An old travel ad notable for at least three reasons.  One, the people in it are dressed nicely rather than in Prole Drift sweats or the like.  Two, you'll observe an old Lockheed 'Constellation' in background, truly one of the most aesthetically beautiful flying machines of the pre-jet age.  My mom flew on one a few times as a girl in the 1950s.  And three, note the sadly departed (and for me, much missed) Trans World Airlines.

Great minds think alike as the overused and hackneyed expression goes, but imagine my delight when one of you suggested a post on dressing for air travel.  Since my family will spend 7+ weeks in Berlin, Germany this summer, I have mused about just such a post but have not yet written anything specific, and neither do I have personal photographs to share yet.  However, I can advise men who aspire to somewhat more stylish air travel attire than has become the typical, sloppy, and sometimes just plain gross norm in recent years.

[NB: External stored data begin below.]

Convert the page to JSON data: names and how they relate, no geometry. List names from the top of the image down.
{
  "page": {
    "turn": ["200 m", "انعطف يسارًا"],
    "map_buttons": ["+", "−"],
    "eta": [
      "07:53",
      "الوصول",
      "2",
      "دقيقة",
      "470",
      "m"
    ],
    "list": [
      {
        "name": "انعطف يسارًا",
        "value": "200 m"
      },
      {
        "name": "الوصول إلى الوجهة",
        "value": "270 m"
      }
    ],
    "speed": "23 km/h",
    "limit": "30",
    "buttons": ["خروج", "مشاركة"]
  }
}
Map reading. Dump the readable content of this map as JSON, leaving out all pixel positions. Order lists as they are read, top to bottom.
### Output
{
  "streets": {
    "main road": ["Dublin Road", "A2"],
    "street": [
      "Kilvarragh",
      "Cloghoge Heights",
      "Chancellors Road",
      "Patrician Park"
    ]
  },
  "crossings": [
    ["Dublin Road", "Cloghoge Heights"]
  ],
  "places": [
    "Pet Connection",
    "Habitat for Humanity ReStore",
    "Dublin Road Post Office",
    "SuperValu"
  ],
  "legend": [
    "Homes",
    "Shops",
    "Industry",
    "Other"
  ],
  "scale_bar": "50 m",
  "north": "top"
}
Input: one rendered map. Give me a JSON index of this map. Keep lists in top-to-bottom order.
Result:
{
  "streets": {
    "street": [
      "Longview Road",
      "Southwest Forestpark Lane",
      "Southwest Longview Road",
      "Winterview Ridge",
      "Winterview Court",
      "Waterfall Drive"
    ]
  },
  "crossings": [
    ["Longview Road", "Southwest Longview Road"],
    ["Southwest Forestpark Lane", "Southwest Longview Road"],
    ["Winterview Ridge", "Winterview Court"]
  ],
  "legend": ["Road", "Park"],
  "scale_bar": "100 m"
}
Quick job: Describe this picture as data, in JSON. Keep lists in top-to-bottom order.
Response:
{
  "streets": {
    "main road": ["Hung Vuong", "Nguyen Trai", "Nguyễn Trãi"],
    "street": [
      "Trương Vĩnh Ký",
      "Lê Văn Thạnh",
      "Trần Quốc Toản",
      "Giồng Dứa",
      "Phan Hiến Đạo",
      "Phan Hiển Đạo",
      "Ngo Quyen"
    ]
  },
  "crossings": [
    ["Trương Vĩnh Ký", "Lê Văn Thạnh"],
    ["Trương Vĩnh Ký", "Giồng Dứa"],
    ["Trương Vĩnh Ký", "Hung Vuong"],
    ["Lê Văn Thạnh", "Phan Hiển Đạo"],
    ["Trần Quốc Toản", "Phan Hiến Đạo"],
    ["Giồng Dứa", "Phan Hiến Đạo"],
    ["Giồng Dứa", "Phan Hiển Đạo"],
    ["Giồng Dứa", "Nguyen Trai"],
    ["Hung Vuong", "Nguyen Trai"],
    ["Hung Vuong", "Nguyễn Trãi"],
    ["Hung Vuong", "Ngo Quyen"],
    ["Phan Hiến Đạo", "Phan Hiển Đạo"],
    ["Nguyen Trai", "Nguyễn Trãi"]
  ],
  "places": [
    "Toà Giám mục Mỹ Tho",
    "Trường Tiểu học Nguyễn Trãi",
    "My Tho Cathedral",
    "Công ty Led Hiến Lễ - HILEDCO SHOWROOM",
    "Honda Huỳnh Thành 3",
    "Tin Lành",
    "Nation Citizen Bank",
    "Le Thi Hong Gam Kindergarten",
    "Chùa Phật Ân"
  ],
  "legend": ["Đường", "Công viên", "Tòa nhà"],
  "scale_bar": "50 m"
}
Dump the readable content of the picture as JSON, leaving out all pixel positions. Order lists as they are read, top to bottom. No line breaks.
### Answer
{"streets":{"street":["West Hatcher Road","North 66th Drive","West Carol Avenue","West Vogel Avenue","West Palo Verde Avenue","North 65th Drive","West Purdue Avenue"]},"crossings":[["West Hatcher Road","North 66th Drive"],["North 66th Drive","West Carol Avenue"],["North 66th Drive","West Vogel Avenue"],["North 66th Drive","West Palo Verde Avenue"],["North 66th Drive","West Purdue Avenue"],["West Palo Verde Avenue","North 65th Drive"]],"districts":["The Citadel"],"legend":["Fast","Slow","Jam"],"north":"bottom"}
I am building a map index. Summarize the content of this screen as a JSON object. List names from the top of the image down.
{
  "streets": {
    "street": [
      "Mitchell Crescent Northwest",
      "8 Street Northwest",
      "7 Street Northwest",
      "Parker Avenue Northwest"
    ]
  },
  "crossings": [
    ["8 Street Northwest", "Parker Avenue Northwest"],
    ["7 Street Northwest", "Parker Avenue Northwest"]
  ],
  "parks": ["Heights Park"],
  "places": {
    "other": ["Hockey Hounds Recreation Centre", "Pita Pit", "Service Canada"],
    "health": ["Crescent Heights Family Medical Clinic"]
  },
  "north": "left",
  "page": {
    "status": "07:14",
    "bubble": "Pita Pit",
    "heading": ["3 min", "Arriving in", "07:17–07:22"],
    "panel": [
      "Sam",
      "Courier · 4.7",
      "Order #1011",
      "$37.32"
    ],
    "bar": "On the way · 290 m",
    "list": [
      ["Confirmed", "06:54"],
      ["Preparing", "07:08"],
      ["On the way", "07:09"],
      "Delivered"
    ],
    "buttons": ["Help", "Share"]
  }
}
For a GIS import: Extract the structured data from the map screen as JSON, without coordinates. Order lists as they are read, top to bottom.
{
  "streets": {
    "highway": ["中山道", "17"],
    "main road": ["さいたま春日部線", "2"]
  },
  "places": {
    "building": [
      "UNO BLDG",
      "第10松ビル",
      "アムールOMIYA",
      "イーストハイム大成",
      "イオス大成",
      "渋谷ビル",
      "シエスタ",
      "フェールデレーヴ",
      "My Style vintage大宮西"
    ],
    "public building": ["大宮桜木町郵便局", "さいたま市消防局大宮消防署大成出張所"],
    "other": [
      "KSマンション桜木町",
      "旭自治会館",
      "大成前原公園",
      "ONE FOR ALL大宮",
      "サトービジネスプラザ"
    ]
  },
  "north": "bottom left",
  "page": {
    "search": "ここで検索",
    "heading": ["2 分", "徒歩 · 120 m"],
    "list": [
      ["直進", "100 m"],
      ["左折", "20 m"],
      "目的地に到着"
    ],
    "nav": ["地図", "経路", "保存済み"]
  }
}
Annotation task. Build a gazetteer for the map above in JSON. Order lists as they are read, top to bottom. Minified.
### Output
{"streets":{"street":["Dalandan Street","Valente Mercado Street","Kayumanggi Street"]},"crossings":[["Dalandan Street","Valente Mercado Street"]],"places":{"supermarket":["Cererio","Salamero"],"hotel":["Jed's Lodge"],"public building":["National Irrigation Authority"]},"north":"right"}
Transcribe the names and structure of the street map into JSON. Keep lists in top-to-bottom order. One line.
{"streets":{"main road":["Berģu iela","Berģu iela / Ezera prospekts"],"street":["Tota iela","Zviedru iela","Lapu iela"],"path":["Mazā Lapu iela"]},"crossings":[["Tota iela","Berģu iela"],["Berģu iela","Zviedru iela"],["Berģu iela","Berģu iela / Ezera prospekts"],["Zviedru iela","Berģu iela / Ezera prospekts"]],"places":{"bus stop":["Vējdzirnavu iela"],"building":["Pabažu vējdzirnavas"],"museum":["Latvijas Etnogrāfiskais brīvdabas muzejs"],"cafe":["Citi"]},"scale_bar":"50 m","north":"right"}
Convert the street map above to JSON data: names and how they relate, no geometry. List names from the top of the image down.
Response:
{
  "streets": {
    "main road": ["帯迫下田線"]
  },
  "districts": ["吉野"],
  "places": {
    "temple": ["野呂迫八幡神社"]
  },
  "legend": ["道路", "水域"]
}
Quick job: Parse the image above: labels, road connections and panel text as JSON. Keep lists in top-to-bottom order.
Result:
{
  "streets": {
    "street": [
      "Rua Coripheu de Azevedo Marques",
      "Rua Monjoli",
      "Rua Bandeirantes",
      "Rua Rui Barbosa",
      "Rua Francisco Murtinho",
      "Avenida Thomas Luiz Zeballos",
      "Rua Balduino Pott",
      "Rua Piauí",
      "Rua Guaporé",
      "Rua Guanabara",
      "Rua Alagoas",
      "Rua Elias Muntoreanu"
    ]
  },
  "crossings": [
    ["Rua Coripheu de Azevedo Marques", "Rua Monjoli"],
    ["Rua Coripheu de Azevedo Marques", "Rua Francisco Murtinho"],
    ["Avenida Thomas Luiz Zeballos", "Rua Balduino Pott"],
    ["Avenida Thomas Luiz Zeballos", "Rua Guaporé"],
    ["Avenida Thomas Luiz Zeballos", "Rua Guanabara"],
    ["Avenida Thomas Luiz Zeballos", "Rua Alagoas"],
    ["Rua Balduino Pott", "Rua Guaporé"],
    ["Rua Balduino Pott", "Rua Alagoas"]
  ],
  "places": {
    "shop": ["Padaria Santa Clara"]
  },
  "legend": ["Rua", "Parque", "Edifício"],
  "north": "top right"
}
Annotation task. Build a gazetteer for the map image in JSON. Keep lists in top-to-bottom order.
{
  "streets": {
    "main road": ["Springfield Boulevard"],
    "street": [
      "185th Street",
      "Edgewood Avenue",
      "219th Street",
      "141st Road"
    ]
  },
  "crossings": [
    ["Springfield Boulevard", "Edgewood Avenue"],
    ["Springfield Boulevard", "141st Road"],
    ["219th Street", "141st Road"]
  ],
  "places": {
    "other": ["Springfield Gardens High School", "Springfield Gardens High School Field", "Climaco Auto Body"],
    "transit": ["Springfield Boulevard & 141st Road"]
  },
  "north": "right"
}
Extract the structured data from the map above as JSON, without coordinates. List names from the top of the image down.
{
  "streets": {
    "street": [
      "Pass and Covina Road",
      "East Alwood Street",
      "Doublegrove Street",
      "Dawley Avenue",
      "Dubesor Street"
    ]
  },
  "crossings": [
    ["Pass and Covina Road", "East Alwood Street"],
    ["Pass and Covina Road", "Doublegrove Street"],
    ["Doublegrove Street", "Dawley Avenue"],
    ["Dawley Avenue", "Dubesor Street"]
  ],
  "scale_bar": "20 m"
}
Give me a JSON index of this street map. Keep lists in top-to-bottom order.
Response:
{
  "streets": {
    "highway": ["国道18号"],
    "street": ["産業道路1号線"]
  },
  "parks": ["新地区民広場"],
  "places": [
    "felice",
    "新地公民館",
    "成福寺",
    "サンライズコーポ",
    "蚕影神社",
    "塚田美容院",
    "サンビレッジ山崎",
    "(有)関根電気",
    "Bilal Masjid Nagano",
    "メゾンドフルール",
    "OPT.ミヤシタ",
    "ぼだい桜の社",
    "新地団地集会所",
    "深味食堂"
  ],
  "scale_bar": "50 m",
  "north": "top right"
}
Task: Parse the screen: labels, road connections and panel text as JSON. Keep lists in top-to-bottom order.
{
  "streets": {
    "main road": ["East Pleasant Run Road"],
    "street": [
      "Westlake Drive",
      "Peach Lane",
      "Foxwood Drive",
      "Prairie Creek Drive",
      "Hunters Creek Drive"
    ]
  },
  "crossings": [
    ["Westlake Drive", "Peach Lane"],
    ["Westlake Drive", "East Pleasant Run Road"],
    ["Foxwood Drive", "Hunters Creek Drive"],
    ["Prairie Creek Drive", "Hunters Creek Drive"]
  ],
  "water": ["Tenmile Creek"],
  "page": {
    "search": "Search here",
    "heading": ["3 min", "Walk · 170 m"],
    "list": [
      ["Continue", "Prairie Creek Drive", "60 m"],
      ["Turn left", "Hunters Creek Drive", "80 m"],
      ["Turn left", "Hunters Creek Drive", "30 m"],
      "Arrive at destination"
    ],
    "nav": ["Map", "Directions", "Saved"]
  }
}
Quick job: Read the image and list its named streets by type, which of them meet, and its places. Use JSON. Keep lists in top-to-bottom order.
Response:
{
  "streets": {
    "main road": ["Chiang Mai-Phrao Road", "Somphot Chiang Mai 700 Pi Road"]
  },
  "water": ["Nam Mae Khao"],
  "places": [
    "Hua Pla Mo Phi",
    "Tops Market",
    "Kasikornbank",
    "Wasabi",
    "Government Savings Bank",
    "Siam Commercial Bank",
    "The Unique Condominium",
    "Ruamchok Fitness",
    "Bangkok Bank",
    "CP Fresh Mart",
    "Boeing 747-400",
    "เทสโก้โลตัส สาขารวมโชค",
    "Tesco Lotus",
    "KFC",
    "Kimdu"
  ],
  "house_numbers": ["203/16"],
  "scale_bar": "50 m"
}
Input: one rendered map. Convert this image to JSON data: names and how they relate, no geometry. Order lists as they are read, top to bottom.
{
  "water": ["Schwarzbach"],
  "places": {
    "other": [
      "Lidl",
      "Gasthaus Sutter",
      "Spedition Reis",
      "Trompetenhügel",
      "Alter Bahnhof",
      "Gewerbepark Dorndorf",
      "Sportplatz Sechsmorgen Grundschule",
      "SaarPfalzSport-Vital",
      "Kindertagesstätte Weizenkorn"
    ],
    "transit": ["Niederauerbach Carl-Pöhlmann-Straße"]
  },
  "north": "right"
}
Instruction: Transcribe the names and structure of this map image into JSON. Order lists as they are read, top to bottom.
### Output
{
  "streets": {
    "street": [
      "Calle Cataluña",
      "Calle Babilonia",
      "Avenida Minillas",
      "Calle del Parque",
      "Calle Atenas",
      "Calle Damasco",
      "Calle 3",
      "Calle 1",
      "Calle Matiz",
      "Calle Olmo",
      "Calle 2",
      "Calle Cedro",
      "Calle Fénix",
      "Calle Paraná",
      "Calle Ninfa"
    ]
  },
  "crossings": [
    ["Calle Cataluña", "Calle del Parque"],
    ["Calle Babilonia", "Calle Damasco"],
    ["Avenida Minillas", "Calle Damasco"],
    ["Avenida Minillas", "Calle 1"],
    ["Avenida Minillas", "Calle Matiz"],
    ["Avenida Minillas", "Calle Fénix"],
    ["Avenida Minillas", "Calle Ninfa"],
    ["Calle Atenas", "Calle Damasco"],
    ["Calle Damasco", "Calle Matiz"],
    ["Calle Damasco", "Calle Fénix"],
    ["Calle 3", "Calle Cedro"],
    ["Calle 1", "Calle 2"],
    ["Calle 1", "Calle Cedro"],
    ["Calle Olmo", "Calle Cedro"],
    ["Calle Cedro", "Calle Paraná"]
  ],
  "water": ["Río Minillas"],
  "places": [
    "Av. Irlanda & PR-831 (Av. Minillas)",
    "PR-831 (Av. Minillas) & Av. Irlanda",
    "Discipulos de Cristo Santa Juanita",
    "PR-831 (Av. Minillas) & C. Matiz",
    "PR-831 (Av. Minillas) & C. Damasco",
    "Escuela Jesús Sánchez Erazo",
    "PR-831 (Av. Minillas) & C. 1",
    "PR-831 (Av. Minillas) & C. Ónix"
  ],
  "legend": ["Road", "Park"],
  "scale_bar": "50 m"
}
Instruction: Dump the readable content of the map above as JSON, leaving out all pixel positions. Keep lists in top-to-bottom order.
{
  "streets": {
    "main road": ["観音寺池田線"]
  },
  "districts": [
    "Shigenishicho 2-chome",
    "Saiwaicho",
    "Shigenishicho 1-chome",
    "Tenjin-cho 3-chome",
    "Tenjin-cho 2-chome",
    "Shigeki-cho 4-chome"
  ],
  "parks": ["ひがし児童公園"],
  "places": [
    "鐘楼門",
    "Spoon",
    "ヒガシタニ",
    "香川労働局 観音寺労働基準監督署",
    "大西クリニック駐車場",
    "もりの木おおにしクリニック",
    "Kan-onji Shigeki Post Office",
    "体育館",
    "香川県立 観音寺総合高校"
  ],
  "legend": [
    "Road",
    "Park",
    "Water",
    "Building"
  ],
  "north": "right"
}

I am old enough to recall a time before the airline industry was deregulated in the late 1970s.  Yeah.  Ancient.  I know.  One foot in the grave already and all that.  Uhhhhh!  Ok.  Got it out of your system?  Good.

Commercial air travel was not always awful.  It was a different ball of wax all together before about 1978, preserving some of its faded glamour of 25 years or so before,during the age of the jetsetters in the 1950s and early 60s.  Thank of personalities like Sinatra, Bardot, Bogarde, Hepburn, and Niven for example.  Even during my childhood, roughly a quarter-century later during the mid- to late 70s, and I remember this vividly, it was still possible to travel on a plane that was not packed to the gills with humanity, dragging along Hefty Lawn & Leaf bags (no kidding) in lieu of actual carry-on pieces.  Moreover, airline seats were somewhat larger and farther apart than is now the industry norm, so things were much more comfortable even in coach class on transatlantic flights.  Most notable, those with the means or reason to fly still dressed presentably, if not well, in those halcyon days of yore. There was smoking in-flight, granted, but that's a topic for another time.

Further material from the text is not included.